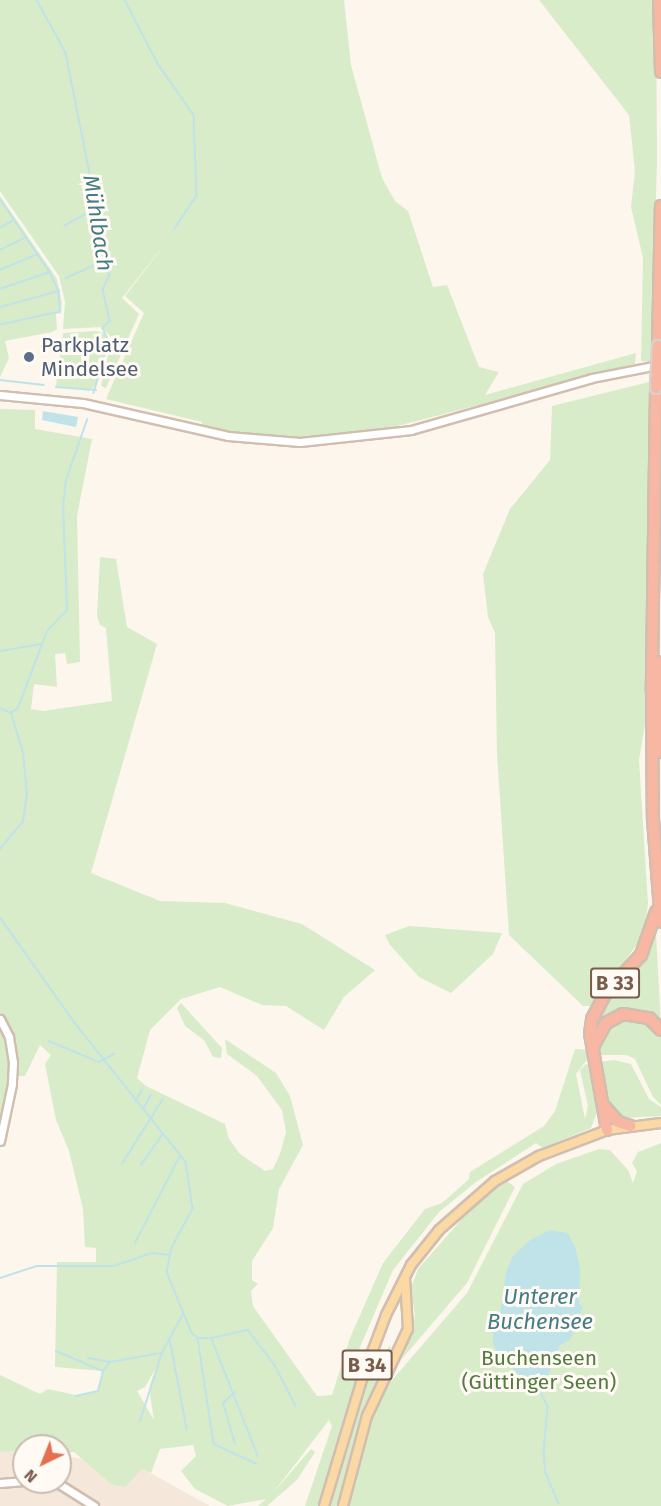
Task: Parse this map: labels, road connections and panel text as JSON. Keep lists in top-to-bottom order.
{
  "streets": {
    "highway": ["B 33"],
    "main road": ["B 34"]
  },
  "water": ["Mühlbach", "Unterer Buchensee"],
  "parks": ["Buchenseen (Güttinger Seen)"],
  "places": ["Parkplatz Mindelsee"],
  "north": "bottom left"
}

■ Problem ■
Everything in the material above is to be reproduced exactly, pictures aside.

■ Written answer ■
Task: Parse this map: labels, road connections and panel text as JSON. Keep lists in top-to-bottom order.
{
  "streets": {
    "highway": ["B 33"],
    "main road": ["B 34"]
  },
  "water": ["Mühlbach", "Unterer Buchensee"],
  "parks": ["Buchenseen (Güttinger Seen)"],
  "places": ["Parkplatz Mindelsee"],
  "north": "bottom left"
}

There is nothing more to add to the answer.